In the listing below, locate the lines bearing the word "linear". Copy every one of them.

** Opening DATA FOR THIS EXERCISE block **

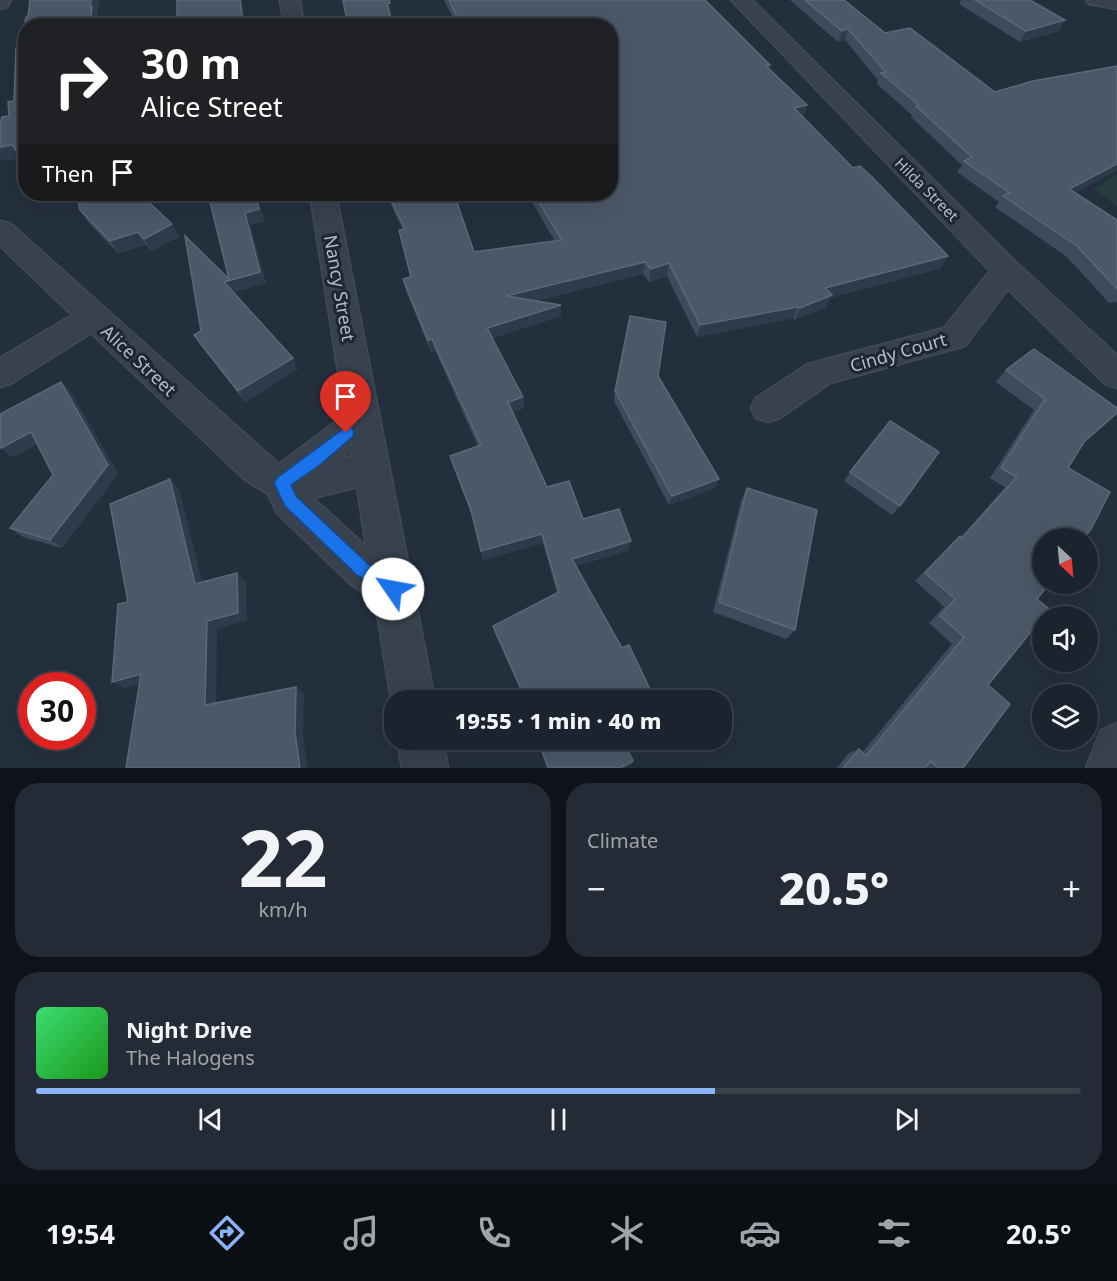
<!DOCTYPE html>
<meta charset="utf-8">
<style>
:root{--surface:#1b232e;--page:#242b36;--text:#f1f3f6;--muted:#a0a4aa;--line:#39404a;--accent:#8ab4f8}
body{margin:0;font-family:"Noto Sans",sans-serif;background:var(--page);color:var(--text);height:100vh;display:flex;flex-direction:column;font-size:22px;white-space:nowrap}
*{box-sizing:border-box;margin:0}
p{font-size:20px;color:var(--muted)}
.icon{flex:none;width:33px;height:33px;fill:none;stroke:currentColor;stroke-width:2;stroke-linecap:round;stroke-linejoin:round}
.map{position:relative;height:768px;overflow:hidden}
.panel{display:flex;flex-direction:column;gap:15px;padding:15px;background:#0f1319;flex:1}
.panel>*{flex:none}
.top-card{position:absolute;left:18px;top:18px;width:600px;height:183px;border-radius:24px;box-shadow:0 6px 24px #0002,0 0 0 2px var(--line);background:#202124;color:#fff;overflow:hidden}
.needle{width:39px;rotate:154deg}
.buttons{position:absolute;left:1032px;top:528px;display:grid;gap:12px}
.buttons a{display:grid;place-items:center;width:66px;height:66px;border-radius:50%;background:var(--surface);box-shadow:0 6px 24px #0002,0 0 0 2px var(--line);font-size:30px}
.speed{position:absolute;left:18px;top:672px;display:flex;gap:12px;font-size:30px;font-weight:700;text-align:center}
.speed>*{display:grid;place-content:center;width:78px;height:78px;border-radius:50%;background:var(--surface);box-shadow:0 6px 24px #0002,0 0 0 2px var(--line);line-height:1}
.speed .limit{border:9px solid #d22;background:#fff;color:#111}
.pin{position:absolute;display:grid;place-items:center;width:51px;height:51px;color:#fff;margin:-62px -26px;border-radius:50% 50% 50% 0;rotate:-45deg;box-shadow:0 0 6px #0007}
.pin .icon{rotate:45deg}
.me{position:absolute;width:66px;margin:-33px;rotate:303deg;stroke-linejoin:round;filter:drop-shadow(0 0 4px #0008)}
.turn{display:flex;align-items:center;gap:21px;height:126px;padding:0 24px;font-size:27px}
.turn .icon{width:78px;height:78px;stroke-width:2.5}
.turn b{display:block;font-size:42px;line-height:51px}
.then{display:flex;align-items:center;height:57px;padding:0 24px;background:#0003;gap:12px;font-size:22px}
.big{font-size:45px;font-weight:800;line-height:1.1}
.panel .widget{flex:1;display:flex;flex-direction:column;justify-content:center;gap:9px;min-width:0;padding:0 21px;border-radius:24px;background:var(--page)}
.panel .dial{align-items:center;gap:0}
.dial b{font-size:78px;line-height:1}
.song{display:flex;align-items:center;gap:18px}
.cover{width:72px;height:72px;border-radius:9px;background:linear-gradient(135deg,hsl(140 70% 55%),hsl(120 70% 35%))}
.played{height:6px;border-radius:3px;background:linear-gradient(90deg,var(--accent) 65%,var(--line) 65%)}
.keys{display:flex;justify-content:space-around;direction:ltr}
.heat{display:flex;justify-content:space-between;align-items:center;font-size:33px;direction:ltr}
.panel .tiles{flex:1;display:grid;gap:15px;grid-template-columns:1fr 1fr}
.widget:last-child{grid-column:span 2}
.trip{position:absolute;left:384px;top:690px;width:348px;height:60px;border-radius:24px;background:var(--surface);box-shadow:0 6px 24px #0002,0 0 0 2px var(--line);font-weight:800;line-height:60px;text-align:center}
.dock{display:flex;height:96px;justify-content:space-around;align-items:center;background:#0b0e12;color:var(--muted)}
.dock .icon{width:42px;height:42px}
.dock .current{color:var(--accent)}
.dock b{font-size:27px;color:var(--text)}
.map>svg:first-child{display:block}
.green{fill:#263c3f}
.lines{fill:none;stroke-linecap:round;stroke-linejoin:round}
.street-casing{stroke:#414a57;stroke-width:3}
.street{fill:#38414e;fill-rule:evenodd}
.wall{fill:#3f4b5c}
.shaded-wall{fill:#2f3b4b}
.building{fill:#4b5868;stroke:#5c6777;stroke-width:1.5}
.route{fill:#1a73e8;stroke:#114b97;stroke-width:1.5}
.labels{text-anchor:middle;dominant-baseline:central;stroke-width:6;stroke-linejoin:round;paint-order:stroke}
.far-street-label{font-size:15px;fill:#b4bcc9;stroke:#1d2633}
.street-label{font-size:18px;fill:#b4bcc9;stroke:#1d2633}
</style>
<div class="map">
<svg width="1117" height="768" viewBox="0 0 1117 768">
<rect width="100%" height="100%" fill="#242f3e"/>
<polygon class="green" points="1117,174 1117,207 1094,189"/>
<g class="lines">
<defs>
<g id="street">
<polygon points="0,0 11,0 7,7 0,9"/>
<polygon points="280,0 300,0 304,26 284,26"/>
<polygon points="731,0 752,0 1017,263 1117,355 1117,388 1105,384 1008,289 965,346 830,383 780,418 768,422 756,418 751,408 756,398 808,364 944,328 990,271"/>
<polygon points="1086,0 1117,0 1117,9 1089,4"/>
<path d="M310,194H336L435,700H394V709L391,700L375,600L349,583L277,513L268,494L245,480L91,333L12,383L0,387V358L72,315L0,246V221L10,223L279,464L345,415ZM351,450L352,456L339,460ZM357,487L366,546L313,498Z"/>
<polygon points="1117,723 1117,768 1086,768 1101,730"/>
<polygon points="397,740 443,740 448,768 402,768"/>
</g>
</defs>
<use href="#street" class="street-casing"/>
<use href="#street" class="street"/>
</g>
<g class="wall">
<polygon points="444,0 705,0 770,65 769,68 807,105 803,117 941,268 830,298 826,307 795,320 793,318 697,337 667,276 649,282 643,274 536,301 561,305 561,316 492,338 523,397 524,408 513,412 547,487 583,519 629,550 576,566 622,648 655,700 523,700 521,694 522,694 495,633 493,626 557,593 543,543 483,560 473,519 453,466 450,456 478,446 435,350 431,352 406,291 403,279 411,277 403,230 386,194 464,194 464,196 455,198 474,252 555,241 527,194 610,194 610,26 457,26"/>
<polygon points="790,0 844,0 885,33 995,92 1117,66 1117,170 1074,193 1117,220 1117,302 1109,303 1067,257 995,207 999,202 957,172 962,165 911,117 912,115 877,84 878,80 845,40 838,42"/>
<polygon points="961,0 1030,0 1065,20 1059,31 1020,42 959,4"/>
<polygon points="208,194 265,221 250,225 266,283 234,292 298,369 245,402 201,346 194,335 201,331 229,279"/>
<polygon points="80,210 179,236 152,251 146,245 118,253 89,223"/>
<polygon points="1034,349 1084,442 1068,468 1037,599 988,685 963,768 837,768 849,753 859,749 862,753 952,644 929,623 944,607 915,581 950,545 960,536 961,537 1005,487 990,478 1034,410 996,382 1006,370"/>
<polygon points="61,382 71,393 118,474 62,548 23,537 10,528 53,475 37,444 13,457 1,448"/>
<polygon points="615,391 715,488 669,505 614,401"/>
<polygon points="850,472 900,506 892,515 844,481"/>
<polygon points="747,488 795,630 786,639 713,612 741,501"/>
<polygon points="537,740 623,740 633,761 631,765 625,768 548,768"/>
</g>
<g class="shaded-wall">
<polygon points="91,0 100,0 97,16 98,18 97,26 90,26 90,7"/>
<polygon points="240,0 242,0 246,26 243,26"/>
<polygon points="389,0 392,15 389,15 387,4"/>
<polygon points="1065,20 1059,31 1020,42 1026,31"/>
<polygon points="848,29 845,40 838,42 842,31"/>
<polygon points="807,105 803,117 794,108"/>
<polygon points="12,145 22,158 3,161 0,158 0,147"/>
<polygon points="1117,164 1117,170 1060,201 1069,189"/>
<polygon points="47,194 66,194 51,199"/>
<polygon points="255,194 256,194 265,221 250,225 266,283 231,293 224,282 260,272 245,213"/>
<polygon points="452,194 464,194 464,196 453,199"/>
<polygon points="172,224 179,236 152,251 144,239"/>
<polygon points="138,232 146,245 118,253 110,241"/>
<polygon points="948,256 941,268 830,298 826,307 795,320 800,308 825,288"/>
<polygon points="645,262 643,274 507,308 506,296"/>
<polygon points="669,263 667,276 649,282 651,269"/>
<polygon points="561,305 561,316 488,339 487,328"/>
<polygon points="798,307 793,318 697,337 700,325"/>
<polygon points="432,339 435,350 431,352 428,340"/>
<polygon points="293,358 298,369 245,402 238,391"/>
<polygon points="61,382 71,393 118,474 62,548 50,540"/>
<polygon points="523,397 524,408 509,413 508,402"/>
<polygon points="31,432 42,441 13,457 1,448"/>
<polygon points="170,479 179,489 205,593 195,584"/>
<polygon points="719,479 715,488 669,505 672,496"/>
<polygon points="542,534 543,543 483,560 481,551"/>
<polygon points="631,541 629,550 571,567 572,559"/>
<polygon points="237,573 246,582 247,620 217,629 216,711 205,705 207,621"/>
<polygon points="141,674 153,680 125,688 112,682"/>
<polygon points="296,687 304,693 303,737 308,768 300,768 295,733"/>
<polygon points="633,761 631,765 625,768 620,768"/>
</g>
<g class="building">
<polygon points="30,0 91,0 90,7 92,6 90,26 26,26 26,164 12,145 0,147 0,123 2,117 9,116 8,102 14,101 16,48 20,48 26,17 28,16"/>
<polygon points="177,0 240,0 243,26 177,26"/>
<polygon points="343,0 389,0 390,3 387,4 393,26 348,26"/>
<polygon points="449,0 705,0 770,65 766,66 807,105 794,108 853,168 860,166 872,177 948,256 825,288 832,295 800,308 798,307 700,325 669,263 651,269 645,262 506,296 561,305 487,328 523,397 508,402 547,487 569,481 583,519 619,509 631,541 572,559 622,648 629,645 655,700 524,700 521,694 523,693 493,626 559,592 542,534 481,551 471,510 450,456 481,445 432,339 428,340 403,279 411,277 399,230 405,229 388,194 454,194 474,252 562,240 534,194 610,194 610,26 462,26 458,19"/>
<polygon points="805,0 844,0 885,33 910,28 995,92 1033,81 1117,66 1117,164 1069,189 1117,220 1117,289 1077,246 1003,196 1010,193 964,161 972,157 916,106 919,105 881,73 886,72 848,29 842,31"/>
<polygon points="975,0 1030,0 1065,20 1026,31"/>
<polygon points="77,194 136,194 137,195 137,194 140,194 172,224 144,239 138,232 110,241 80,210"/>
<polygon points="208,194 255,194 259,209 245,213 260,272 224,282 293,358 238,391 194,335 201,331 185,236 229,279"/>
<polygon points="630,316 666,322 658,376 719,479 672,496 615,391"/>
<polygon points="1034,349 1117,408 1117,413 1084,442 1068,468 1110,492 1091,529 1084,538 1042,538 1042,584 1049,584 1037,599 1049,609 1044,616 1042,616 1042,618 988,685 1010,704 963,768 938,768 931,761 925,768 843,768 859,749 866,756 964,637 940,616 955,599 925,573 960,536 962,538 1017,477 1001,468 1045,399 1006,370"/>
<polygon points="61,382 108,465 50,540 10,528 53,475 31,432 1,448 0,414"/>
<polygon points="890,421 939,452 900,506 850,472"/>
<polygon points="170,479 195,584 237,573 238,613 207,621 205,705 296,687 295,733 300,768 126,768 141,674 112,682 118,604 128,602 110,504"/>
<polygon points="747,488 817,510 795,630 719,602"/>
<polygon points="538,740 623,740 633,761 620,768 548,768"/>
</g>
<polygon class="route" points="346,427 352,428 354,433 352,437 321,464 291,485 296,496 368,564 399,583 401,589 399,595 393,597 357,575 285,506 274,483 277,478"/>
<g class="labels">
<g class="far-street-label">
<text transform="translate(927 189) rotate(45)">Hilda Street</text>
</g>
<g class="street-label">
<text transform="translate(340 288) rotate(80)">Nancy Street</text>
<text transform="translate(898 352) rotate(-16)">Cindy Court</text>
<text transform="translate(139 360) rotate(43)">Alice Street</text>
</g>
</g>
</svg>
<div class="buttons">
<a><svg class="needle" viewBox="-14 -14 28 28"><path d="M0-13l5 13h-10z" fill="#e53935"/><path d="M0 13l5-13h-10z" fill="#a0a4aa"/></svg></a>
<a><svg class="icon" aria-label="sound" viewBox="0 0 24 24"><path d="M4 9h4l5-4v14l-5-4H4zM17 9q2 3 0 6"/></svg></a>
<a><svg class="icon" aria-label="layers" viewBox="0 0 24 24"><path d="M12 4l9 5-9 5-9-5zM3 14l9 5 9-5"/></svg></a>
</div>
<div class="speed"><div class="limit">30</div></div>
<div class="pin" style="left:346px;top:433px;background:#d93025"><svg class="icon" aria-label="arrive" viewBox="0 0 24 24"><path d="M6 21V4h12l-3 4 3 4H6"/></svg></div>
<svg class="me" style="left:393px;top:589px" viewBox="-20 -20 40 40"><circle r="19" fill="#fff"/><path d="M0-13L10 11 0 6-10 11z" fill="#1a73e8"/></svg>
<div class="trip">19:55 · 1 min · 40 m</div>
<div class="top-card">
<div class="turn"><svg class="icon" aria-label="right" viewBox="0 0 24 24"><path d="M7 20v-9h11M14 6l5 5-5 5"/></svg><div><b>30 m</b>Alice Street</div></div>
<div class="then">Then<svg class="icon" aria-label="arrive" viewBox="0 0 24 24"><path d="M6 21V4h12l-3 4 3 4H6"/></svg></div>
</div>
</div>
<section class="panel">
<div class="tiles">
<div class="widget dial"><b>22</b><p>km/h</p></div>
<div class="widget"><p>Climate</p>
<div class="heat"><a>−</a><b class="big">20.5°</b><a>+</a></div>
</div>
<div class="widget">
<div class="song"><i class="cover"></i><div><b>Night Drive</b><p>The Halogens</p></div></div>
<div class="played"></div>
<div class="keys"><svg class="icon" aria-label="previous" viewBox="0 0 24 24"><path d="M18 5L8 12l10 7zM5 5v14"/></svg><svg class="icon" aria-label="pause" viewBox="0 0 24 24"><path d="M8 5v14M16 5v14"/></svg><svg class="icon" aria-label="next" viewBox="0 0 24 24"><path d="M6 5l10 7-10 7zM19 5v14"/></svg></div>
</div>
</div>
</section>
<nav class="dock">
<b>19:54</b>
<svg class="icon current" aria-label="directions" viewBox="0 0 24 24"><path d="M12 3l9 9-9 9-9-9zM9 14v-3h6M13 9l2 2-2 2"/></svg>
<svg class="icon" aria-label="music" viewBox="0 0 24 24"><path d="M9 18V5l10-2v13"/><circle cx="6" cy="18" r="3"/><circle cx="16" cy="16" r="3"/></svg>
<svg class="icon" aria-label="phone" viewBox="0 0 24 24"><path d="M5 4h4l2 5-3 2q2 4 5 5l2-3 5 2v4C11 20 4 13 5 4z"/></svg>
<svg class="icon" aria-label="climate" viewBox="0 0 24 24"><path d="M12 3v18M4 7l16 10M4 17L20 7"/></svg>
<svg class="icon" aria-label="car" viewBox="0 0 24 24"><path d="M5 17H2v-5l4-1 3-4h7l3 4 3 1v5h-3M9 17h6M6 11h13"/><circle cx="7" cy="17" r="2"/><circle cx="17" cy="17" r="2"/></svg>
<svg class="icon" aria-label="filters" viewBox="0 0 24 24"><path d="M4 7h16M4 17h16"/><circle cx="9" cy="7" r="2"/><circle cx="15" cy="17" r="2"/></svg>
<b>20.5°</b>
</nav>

** Closing DATA FOR THIS EXERCISE block **

**RESPONSE TO THE EXERCISE**
.cover{width:72px;height:72px;border-radius:9px;background:linear-gradient(135deg,hsl(140 70% 55%),hsl(120 70% 35%))}
.played{height:6px;border-radius:3px;background:linear-gradient(90deg,var(--accent) 65%,var(--line) 65%)}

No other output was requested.